*Your objective*: Read through the entries below and copy each line where "lines" turns up.

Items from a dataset
.....

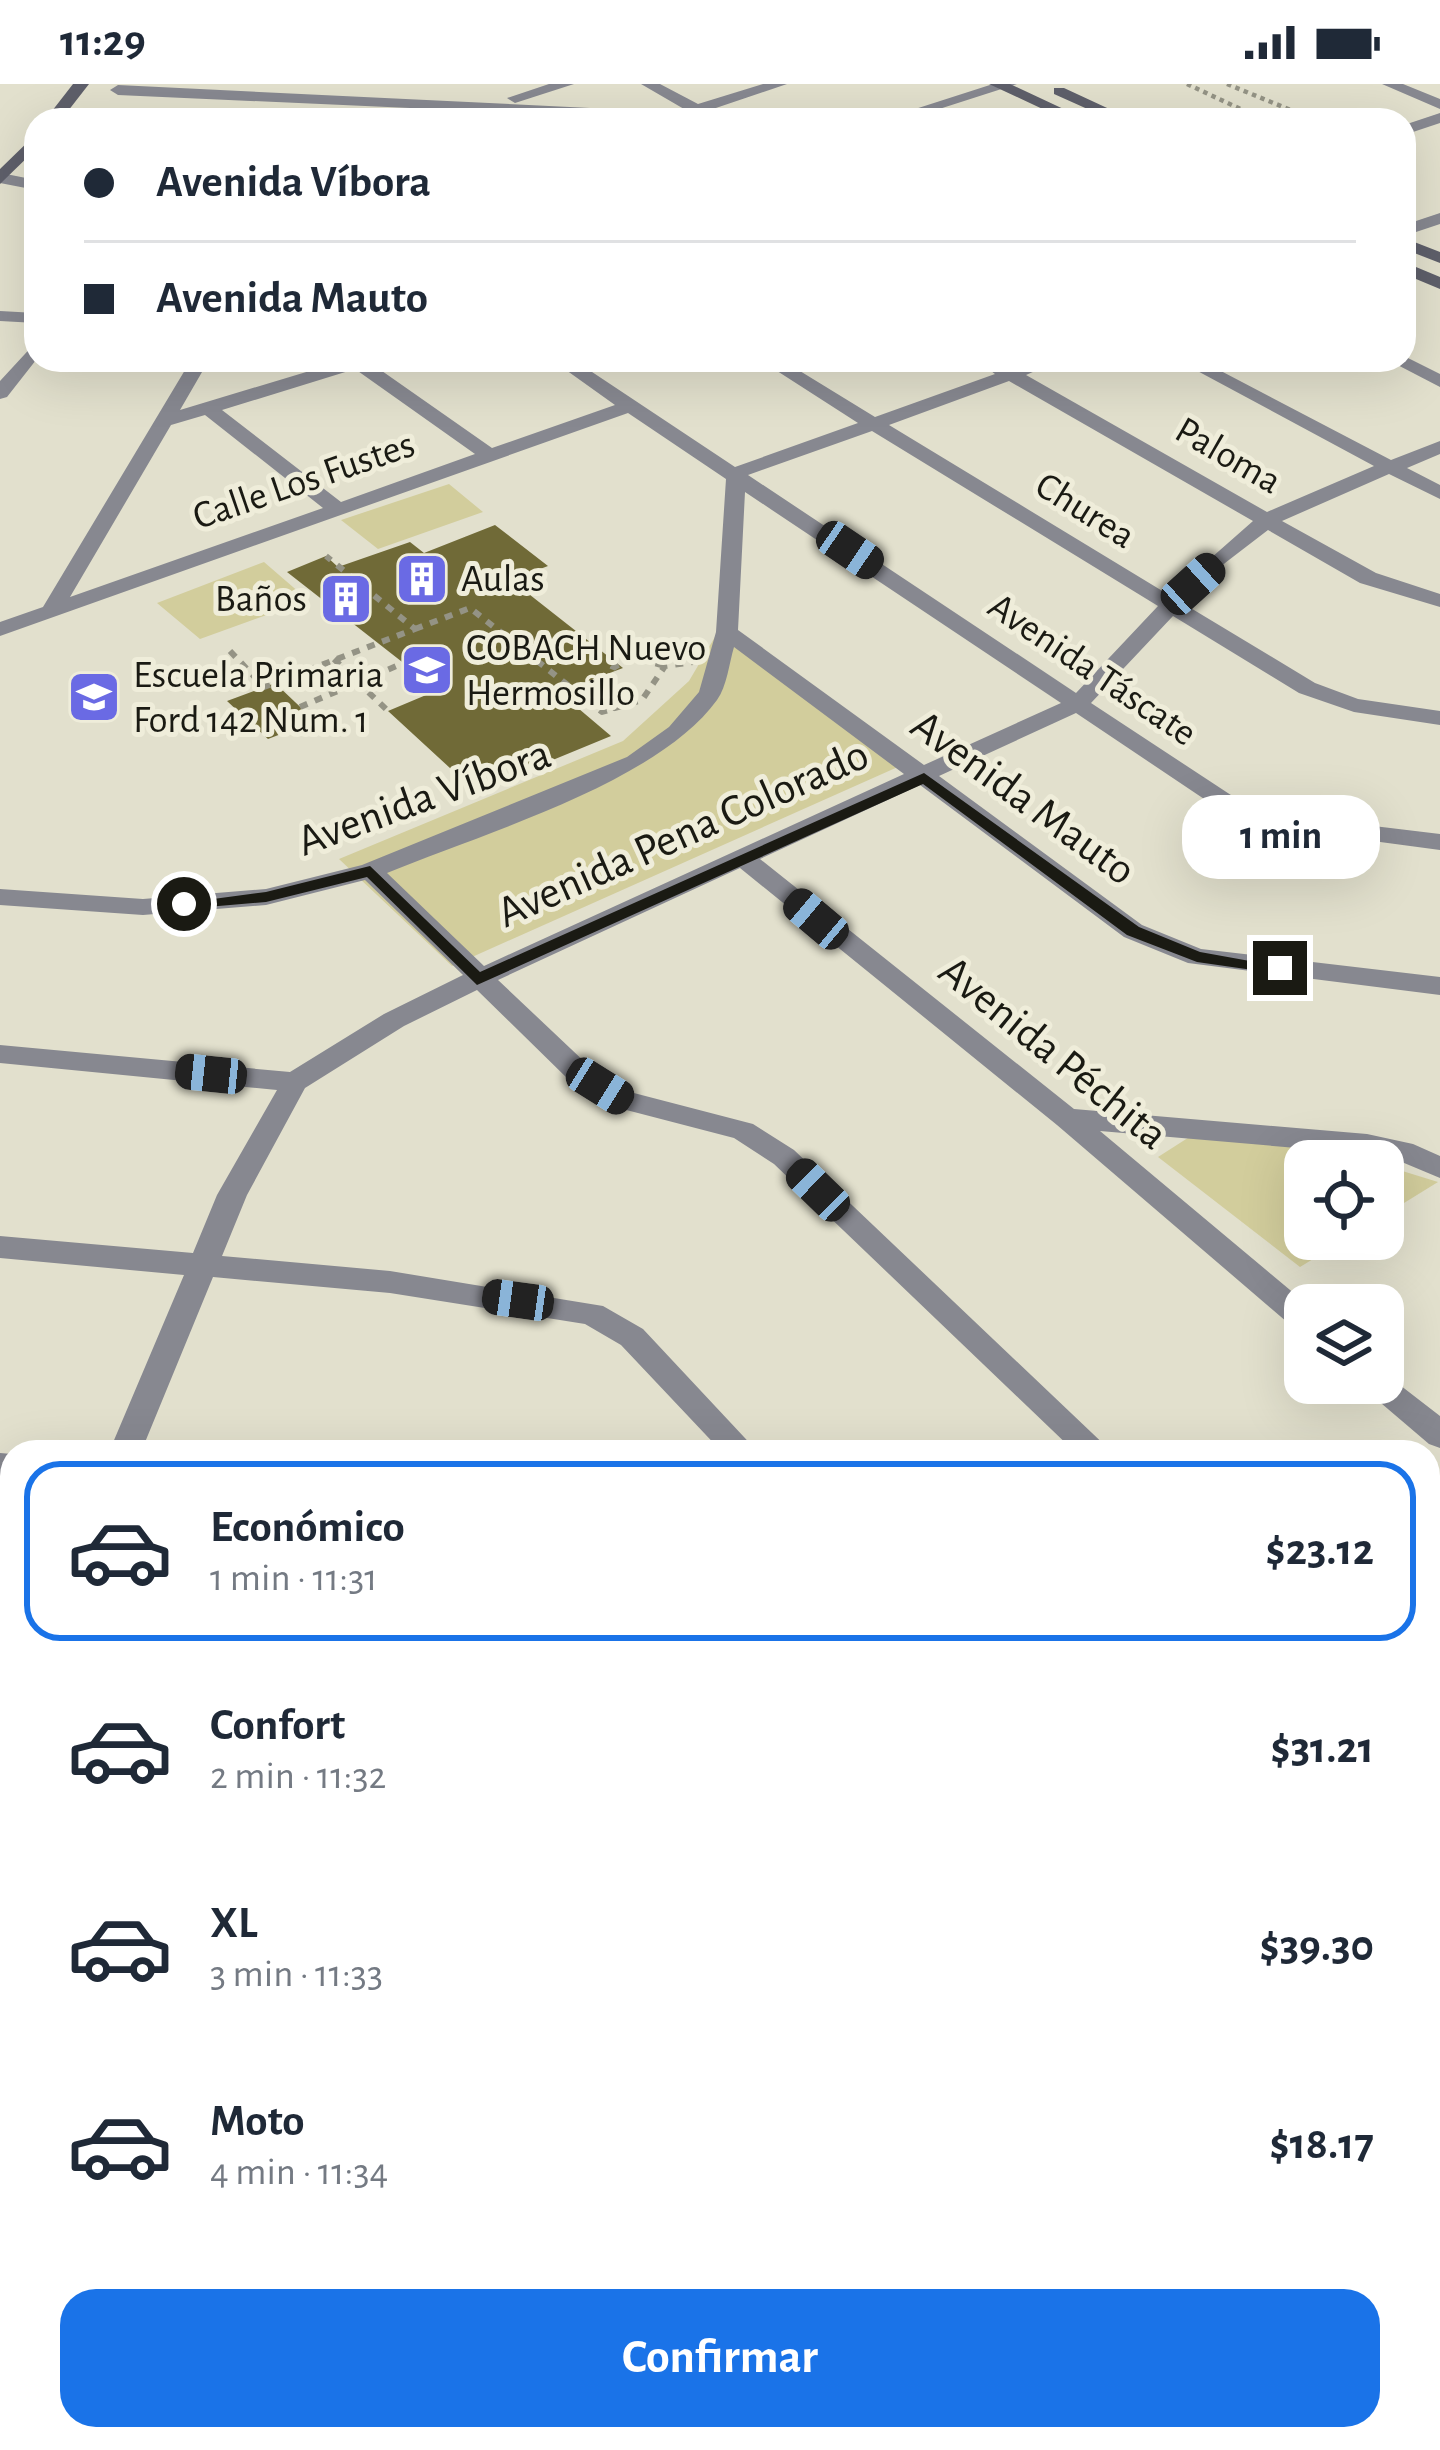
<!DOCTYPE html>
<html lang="es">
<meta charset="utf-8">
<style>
body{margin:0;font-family:"Alegreya Sans",sans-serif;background:#f2f2f3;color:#1f2937;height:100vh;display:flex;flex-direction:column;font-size:45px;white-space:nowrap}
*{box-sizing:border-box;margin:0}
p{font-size:39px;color:#747a83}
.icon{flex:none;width:66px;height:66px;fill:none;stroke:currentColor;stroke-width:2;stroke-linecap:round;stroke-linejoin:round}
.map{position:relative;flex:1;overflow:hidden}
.sheet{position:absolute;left:0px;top:1356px;width:1440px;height:1011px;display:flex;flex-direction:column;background:#fff;border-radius:36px 36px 0 0;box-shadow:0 12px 48px #0002}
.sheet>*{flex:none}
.banner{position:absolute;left:24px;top:24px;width:1392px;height:264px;border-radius:36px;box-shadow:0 12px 48px #0002;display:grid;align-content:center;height:264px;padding:0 60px;background:#fff}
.tools{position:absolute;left:1284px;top:1056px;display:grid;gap:24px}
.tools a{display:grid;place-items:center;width:120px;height:120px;border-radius:24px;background:#fff;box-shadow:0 12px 48px #0002;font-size:60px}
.end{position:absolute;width:54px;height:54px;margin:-27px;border:15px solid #1a1a13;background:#fff;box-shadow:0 0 0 6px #fff}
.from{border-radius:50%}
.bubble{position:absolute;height:84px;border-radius:36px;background:#fff;box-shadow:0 12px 48px #0002;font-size:39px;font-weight:700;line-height:84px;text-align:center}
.car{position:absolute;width:36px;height:72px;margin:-36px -18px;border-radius:15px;box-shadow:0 0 9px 3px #0007;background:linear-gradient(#222 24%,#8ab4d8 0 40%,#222 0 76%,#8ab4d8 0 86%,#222 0)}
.banner b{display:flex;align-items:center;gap:42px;height:114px;font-size:45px}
.banner b+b{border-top:3px solid #e0e1e3}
.banner i{width:30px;height:30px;background:#1f2937}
ul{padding:21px 0 0;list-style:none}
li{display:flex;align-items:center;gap:36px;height:180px;margin:0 24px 18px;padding:0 36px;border:6px solid transparent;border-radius:36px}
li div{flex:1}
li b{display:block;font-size:45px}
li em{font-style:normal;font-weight:700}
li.on{border-color:#1a73e8}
li>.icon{width:108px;height:108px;stroke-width:1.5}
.cta{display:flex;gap:24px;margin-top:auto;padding:24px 60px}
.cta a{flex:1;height:138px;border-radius:36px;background:#1a73e8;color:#fff;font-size:48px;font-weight:700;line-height:138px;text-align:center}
.status{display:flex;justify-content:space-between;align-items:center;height:84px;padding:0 60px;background:#fff;direction:ltr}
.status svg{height:33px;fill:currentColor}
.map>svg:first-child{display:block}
.green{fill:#d2cd9c}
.building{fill:#706a37}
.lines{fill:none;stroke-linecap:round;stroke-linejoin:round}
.path-far1{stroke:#949385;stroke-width:4.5;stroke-dasharray:4.5 4.5;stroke-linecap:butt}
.path{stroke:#949385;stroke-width:6;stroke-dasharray:8 8;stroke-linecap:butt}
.street{fill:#878890;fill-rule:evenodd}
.secondary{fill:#5e5f6a;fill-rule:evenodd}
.route{fill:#1a1a13}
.labels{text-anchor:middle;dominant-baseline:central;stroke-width:10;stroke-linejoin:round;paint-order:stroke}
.far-street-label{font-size:39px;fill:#1a1a13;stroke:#efedda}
.far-poi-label{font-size:39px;fill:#1a1a13;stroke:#efedda;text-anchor:start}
.street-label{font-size:45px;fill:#1a1a13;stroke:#efedda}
</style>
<div class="status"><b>11:29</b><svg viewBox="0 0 49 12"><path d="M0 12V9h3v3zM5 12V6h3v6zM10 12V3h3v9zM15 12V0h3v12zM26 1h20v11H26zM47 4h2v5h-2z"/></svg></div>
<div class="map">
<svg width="1440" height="2366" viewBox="0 0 1440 2366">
<rect width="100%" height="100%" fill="#e2e0cd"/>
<!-- green -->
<path class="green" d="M 449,400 L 483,428 L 378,465 L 341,436 Z
M 264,478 L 308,516 L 200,555 L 157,519 Z
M 722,541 L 900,682 L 452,882 L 339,775 L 623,657 L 689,597 Z
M 1194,1050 L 1324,1062 L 1372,1077 L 1305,1077 L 1305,1155 L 1346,1155 L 1300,1183 L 1158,1073 Z
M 1383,1081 L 1438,1098 L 1383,1132 Z"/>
<!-- building -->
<path class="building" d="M 495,441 L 548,482 L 511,496 L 623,584 L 559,608 L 611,652 L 526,687 L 514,675 L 463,696 L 388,627 L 438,606 L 287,488 L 326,472 L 338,483 L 410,458 L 424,469 Z
M 275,599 L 315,637 L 268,655 L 227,617 Z"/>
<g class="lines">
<!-- path-far1 -->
<path class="path-far1" d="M 1187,0 L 1264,36
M 1227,0 L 1315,36"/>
<!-- path -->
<path class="path" d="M 415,545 L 470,524 L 602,628 L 642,616 L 665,582 L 693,578
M 230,567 L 264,603 L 415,545 L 326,472
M 334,575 L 388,627
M 300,623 L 406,578
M 616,625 L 602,614 L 613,584 L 633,573 L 665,582"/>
<!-- street -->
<path class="street" d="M 549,0 L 574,0 L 515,19 L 507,14 Z
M 641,0 L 660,0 L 698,20 L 763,0 L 787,0 L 710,26 L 712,34 L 695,31 L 679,36 L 118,11 L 110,6 L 118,1 L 672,28 L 684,25 Z
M 993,0 L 1017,0 L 905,36 L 881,36 Z
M 1382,0 L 1403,0 L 1440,15 L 1440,25 Z
M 1440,29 L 1440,39 L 1404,51 L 1404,41 Z
M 1,89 L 36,96 L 36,106 L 0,99 Z
M 1440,129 L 1440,140 L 1404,152 L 1404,141 Z
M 0,227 L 36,229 L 36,239 L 0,237 Z
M 36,258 L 36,276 L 7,313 L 0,315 L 0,297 Z
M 1404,272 L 1440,290 L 1440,303 L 1388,276 Z
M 191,276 L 209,276 L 180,326 L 346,276 L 375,276 L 372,280 L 492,364 L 615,321 L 552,276 L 574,276 L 735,383 L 858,339 L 760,276 L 782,276 L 875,333 L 995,290 L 976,276 L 999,276 L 1012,284 L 1033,276 L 1060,276 L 1026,291 L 1267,428 L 1374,382 L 1177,276 L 1200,276 L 1391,376 L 1440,357 L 1440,370 L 1407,384 L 1440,401 L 1440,415 L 1389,390 L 1282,437 L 1376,489 L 1440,510 L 1440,523 L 1360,499 L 1268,446 L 1225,479 L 1184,520 L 1315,599 L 1358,615 L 1440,627 L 1440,641 L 1354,628 L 1299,609 L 1173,532 L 1091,619 L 1240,717 L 1274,730 L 1440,750 L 1440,766 L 1261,742 L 1222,727 L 1076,629 L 939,692 L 1142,841 L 1201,865 L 1440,893 L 1440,911 L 1188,879 L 1124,853 L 920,701 L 760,775 L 1074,1025 L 1367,1050 L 1413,1060 L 1440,1072 L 1440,1094 L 1397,1076 L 1367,1070 L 1100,1047 L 1308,1221 L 1305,1248 L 1294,1244 L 1057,1041 L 740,784 L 498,896 L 589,982 L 630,1008 L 753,1040 L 794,1066 L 1112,1368 L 1075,1368 L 774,1080 L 734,1054 L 611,1022 L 569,996 L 477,906 L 404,942 L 305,1004 L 247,1111 L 222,1172 L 390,1187 L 603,1222 L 643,1245 L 758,1368 L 722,1368 L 621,1261 L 585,1240 L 390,1209 L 213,1193 L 141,1368 L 109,1368 L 184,1191 L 0,1174 L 0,1152 L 193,1169 L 217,1111 L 277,1006 L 0,979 L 0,961 L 290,988 L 384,930 L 463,891 L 365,796 L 266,821 L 143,831 L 0,821 L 0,805 L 143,815 L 266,805 L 362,781 L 627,673 L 669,643 L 699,608 L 716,548 L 726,395 L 628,329 L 0,552 L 0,538 L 43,523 ZM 355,285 L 475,370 L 341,418 L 222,326 ZM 1009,297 L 1253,437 L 1169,511 L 889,341 ZM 205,331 L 323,424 L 70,513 L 171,341 ZM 872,347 L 1158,522 L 1076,609 L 748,391 ZM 745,408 L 1061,619 L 924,681 L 738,546 ZM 734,563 L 904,690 L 484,882 L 387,789 C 483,749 657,699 717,616 C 727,602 729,580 734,563 Z
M 1383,1288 L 1440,1332 L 1440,1364 L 1429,1360 L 1368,1308 L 1363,1299 L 1383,1299 Z
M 0,1369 L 12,1370 L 12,1396 L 0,1395 Z
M 12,1611 L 12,1653 L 0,1658 L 0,1616 Z
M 1428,1671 L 1440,1675 L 1440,1715 L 1428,1710 Z
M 0,2060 L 12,2065 L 12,2127 L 0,2122 Z
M 1428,2086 L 1440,2091 L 1440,2141 L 1428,2136 Z
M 109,2355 L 154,2355 L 158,2366 L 113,2366 Z
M 627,2355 L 674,2355 L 678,2366 L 631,2366 Z
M 1143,2355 L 1192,2355 L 1196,2366 L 1147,2366 Z"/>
<!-- secondary -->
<path class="secondary" d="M 73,0 L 89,0 L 61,36 L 45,36 Z
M 989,0 L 1010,0 L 1087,36 L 1066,36 Z
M 1054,4 L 1064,4 L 1133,36 L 1112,36 L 1054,10 Z
M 36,50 L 36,65 L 0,100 L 0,85 Z
M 1404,154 L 1440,168 L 1440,179 L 1404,165 Z
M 1404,178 L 1440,193 L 1440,205 L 1404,190 Z
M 1440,1522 L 1440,1557 L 1428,1561 L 1428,1527 Z
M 1440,1642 L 1440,1679 L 1428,1683 L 1428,1646 Z
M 338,2355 L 392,2355 L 388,2366 L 334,2366 Z
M 535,2355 L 589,2355 L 585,2366 L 531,2366 Z"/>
</g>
<!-- route -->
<path class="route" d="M 924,689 L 1139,843 L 1200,868 L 1288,884 L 1280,890 L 1197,878 L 1127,851 L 923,700 L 477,901 L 367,793 L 266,818 L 184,825 L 176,820 L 266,808 L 370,782 L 480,888 Z"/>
<!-- icons -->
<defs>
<g id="building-square" transform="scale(2.7)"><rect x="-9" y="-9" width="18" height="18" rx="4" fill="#6a6ae4" stroke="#efedda"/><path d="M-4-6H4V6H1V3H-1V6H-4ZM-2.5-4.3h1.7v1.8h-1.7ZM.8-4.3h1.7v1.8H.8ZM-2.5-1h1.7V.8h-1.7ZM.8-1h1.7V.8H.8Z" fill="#fff"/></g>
<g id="school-square" transform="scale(2.7)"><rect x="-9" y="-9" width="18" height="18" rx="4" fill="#6a6ae4" stroke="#efedda"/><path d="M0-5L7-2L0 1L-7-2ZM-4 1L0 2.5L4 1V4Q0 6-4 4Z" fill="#fff"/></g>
</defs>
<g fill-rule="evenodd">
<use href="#building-square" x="422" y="495"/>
<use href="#building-square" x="346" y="515"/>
<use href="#school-square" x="427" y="586"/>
<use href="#school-square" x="94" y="613"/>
</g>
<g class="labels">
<!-- far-street labels -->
<g class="far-street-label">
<text transform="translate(1228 372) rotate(30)">Paloma</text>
<text transform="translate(304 397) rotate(-19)">Calle Los Fustes</text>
<text transform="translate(1085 427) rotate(32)">Churea</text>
<text transform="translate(1092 586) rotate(34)">Avenida Táscate</text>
</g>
<!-- far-poi labels -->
<g class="far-poi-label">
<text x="461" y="495">Aulas</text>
<text x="307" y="515" text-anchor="end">Baños</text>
<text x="466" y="564">COBACH Nuevo<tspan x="466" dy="45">Hermosillo</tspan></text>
<text x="133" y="591">Escuela Primaria<tspan x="133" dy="45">Ford 142 Num. 1</tspan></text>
</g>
<!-- street labels -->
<g class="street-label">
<text transform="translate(424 714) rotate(-20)">Avenida Víbora</text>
<text transform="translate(1023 714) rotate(36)">Avenida Mauto</text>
<text transform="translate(683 750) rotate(-24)">Avenida Pena Colorado</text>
<text transform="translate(1053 969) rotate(39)">Avenida Péchita</text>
</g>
</g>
</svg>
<div class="tools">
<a><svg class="icon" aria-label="locate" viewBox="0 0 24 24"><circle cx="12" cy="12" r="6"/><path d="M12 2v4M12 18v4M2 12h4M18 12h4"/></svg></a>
<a><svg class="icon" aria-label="layers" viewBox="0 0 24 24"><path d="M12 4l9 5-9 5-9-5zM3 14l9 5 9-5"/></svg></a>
</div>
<i class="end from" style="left:184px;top:820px"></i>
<i class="end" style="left:1280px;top:884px"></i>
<div class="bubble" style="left:1182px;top:711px;width:198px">1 min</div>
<i class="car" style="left:850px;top:466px;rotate:124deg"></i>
<i class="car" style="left:1193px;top:500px;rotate:48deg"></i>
<i class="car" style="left:816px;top:835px;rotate:310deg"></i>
<i class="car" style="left:211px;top:990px;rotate:276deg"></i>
<i class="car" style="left:600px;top:1002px;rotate:122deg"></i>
<i class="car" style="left:818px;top:1106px;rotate:314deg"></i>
<i class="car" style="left:518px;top:1216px;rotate:278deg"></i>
<div class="banner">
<b><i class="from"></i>Avenida Víbora</b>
<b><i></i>Avenida Mauto</b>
</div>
<section class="sheet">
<ul>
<li class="on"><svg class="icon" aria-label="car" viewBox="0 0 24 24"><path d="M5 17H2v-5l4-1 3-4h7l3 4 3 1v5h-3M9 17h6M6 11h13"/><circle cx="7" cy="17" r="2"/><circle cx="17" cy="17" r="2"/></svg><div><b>Económico</b><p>1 min · 11:31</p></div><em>$23.12</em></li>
<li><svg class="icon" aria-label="car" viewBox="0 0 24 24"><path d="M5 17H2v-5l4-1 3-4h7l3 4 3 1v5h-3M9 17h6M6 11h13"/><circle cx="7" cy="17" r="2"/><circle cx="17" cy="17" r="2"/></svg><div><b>Confort</b><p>2 min · 11:32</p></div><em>$31.21</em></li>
<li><svg class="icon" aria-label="car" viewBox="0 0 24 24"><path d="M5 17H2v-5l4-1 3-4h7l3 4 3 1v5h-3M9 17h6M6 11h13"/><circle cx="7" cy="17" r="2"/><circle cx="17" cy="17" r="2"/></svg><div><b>XL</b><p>3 min · 11:33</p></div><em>$39.30</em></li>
<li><svg class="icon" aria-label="car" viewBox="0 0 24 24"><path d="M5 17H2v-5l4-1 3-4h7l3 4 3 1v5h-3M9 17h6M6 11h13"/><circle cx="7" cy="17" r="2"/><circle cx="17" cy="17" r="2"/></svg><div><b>Moto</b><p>4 min · 11:34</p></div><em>$18.17</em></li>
</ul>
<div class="cta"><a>Confirmar</a></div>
</section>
</div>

.....

*Output for this exercise*:
.lines{fill:none;stroke-linecap:round;stroke-linejoin:round}
<g class="lines">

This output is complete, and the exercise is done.